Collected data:

= = = = =

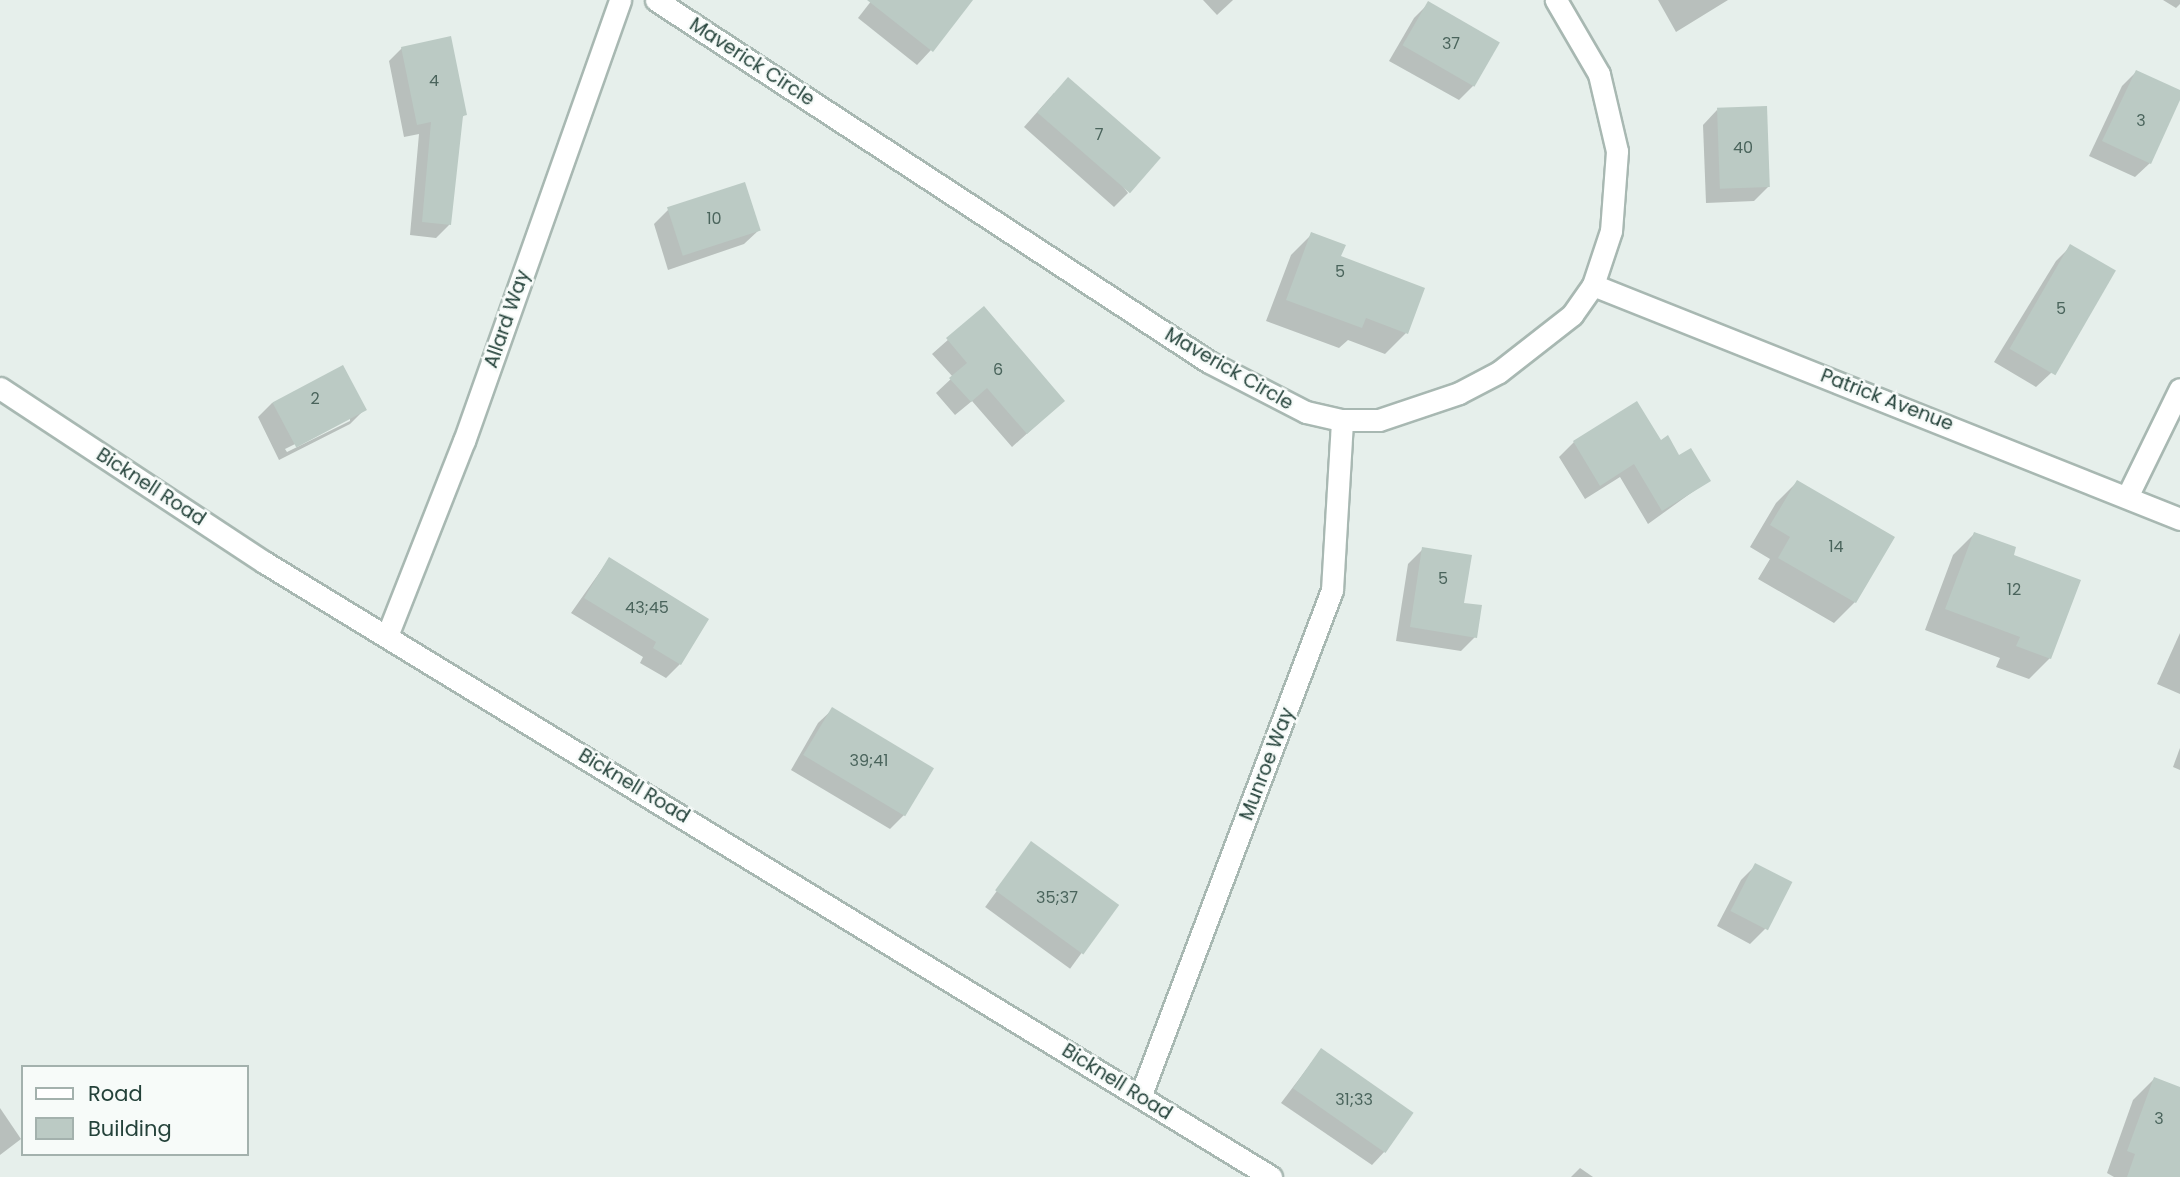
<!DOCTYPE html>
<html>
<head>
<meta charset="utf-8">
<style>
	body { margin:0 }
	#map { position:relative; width:2180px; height:1177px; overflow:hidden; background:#e6efeb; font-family:Poppins,sans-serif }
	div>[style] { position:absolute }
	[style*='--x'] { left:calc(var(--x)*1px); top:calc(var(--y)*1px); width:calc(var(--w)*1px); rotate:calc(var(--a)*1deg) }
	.shadow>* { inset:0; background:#0003; transform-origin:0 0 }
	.building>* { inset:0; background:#bbcac4; transform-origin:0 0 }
	.roads { filter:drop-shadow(2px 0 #a8b8b2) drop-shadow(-2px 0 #a8b8b2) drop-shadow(0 2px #a8b8b2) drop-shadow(0 -2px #a8b8b2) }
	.minor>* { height:21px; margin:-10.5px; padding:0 10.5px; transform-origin:10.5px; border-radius:10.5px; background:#fff }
	.tertiary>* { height:21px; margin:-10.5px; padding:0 10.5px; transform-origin:10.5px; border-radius:10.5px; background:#fff }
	span { translate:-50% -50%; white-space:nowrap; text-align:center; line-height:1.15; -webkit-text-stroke:5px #f7fbf9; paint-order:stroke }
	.number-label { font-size:16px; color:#4a645c }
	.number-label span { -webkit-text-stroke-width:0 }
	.street-label { font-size:19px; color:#24423a }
	.legend { position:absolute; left:21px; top:1065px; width:228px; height:91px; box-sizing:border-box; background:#f7fbf9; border:2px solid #a3b1ad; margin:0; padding:9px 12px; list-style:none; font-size:21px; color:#24423a }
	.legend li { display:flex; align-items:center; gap:14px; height:35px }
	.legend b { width:35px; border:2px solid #a3b1ad }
</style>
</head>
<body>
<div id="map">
	<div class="shadow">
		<div style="clip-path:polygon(872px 0,948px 0,931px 50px,917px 65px,858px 18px)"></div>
		<div style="clip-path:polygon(1203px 0,1233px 0,1217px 15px)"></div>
		<div style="clip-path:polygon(1658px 0,1728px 0,1676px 32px)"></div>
		<div style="clip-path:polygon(2163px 0,2180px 0,2180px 4px,2176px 8px)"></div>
		<div style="clip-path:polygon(1428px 4px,1497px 43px,1473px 86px,1459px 100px,1389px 61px,1414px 18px)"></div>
		<div style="clip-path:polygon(402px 48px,465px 114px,461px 119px,449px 225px,436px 238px,410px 235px,419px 134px,404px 137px,389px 61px)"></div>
		<div style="clip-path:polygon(2136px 72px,2180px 92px,2180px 96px,2150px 163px,2135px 177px,2089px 156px,2122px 86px)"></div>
		<div style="clip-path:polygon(1054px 93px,1128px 193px,1114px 207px,1024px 127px)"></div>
		<div style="clip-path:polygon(1717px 110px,1768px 187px,1754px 201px,1706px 203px,1703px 125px)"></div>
		<div style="clip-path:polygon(668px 210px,759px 230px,744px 244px,668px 270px,654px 224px)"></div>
		<div style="clip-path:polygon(1312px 234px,1406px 333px,1385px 354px,1348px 340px,1339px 348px,1266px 321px,1291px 255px)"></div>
		<div style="clip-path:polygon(2071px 246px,2051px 373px,2036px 387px,1994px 362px,2056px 261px)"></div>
		<div style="clip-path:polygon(984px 308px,1063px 401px,1012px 447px,972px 401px,955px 415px,936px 393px,953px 377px,932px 354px)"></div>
		<div style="clip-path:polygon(evenodd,272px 403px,364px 410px,350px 424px,279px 460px,258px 417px,272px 403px,350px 417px,350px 421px,287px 452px,285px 449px,350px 417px)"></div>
		<div style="clip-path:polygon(1636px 404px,1660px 442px,1709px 480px,1648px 524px,1620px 477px,1585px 499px,1559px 457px,1574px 442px)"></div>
		<div style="clip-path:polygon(1797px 482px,1892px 538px,1855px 602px,1834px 623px,1758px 579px,1770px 559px,1750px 547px,1776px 503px)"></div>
		<div style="clip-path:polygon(1974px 534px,2011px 556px,2050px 658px,2029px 679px,1996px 667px,2000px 658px,1925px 630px,1953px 555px)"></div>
		<div style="clip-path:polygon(1423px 549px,1462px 604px,1475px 637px,1461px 651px,1396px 641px,1408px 564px)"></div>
		<div style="clip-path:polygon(609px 559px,680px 664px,666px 678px,640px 663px,643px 657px,571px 613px)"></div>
		<div style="clip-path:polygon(2180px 633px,2180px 694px,2157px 684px)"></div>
		<div style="clip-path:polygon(833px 709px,904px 815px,890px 829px,791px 770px,818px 723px)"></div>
		<div style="clip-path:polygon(2180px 748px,2180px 770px,2173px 767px)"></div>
		<div style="left:1031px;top:844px;width:105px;height:78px;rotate:36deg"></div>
		<div style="clip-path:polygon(1756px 865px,1765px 929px,1750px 944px,1717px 926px,1741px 880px)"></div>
		<div style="clip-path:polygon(1321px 1050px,1386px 1150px,1372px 1165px,1281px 1103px)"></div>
		<div style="clip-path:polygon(2154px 1079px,2180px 1088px,2180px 1177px,2114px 1177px,2107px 1173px,2133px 1100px)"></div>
		<div style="clip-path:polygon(0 1108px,21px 1139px,0 1155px)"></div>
		<div style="clip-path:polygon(1580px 1168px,1593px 1177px,1571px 1177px)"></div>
	</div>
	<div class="building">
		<div style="clip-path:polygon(867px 0,973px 0,933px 52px)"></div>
		<div style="left:1428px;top:1px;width:83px;height:51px;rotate:30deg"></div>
		<div style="clip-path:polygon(451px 36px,467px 115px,463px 116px,451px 225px,422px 222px,431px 122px,417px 125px,401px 47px)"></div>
		<div style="clip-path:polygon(2136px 70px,2180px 90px,2180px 100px,2151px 164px,2102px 141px)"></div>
		<div style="left:1068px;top:77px;width:123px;height:47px;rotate:41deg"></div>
		<div style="left:1767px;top:106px;width:81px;height:50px;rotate:88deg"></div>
		<div style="left:745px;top:182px;width:51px;height:82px;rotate:72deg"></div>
		<div style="clip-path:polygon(1311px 232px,1346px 245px,1341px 256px,1425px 288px,1408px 334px,1366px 318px,1362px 328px,1286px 300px)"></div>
		<div style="left:2070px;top:244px;width:53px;height:121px;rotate:30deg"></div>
		<div style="clip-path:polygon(984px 306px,1065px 401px,1027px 434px,987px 388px,971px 402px,949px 378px,967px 363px,946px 338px)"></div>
		<div style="left:343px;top:365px;width:51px;height:80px;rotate:62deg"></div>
		<div style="clip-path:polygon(1637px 401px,1661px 440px,1668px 435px,1679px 455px,1691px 448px,1711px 481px,1662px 511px,1634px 464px,1600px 486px,1573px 441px)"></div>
		<div style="clip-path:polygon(1797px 480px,1895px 537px,1856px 603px,1778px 558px,1790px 537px,1770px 525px)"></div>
		<div style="clip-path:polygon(1974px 532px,2016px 547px,2014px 555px,2081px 580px,2051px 659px,2016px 646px,2020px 637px,1945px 609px)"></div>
		<div style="clip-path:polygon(1422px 547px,1472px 555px,1464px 603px,1482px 605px,1477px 638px,1410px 627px)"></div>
		<div style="clip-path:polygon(609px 557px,709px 619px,681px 665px,653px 648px,656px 642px,584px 598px)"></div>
		<div style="left:832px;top:707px;width:119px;height:56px;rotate:31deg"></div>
		<div style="left:1031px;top:841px;width:109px;height:61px;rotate:36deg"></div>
		<div style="left:1755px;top:863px;width:42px;height:54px;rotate:27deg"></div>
		<div style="left:1321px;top:1048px;width:113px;height:49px;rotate:35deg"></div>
		<div style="clip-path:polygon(2154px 1077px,2180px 1087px,2180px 1177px,2127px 1177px,2135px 1154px,2127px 1151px)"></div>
	</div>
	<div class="roads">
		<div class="minor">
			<div style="--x:656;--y:0;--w:661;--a:33.21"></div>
			<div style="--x:1209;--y:362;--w:109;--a:27.3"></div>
			<div style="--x:1306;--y:412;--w:37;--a:13"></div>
			<div style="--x:1342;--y:420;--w:37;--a:0"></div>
			<div style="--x:1379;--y:420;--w:84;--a:-18.6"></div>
			<div style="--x:1459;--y:393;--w:45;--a:-27.7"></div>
			<div style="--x:1499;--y:372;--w:93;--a:-38"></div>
			<div style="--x:1572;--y:315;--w:37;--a:-55"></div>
			<div style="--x:1593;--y:285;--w:57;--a:-71.6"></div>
			<div style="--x:1611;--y:231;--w:80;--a:-85.7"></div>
			<div style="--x:1617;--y:151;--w:79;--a:-103.2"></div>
			<div style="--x:1599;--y:74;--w:86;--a:-120.2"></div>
			<div style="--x:1593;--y:285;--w:632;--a:21.73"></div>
			<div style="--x:2127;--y:497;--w:120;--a:-63.9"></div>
			<div style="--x:387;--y:636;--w:210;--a:-68.5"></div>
			<div style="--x:464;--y:441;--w:468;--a:-70.5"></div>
			<div style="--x:1140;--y:1097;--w:542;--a:-69.26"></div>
			<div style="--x:1332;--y:590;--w:170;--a:-86.6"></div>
		</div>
		<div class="tertiary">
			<div style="--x:0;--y:388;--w:316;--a:33.4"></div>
			<div style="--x:264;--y:562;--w:1180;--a:31.41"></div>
		</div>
	</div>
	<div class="number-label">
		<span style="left:1451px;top:44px">37</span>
		<span style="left:434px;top:81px">4</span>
		<span style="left:2141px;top:121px">3</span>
		<span style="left:1099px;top:135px">7</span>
		<span style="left:1743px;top:148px">40</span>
		<span style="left:714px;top:219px">10</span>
		<span style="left:1340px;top:272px">5</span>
		<span style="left:2061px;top:309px">5</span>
		<span style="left:998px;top:370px">6</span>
		<span style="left:315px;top:399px">2</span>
		<span style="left:1836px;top:547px">14</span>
		<span style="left:1443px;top:579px">5</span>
		<span style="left:2014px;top:590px">12</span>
		<span style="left:647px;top:608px">43;45</span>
		<span style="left:869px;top:761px">39;41</span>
		<span style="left:1057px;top:898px">35;37</span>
		<span style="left:1354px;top:1100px">31;33</span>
		<span style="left:2159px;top:1119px">3</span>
	</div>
	<div class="street-label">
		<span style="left:752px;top:62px;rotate:33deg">Maverick Circle</span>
		<span style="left:507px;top:319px;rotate:-71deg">Allard Way</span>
		<span style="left:1229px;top:369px;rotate:30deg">Maverick Circle</span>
		<span style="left:1887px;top:400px;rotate:21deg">Patrick Avenue</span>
		<span style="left:151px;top:487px;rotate:33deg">Bicknell Road</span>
		<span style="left:1267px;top:764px;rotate:-69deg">Munroe Way</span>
		<span style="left:634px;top:786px;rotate:31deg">Bicknell Road</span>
		<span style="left:1117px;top:1082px;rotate:32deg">Bicknell Road</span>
	</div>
	<ul class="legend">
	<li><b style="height:9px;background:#fff"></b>Road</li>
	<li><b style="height:19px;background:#bbcac4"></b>Building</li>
	</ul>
</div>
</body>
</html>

= = = = =

• [What this task involves]: Instructions for the copy: start at the first entry, stop after the line containing "filter:drop-shadow(2px 0 #a8b8b2)", keep every line exact, and drop the pictures.

• [Reply to the task]:
<!DOCTYPE html>
<html>
<head>
<meta charset="utf-8">
<style>
	body { margin:0 }
	#map { position:relative; width:2180px; height:1177px; overflow:hidden; background:#e6efeb; font-family:Poppins,sans-serif }
	div>[style] { position:absolute }
	[style*='--x'] { left:calc(var(--x)*1px); top:calc(var(--y)*1px); width:calc(var(--w)*1px); rotate:calc(var(--a)*1deg) }
	.shadow>* { inset:0; background:#0003; transform-origin:0 0 }
	.building>* { inset:0; background:#bbcac4; transform-origin:0 0 }
	.roads { filter:drop-shadow(2px 0 #a8b8b2) drop-shadow(-2px 0 #a8b8b2) drop-shadow(0 2px #a8b8b2) drop-shadow(0 -2px #a8b8b2) }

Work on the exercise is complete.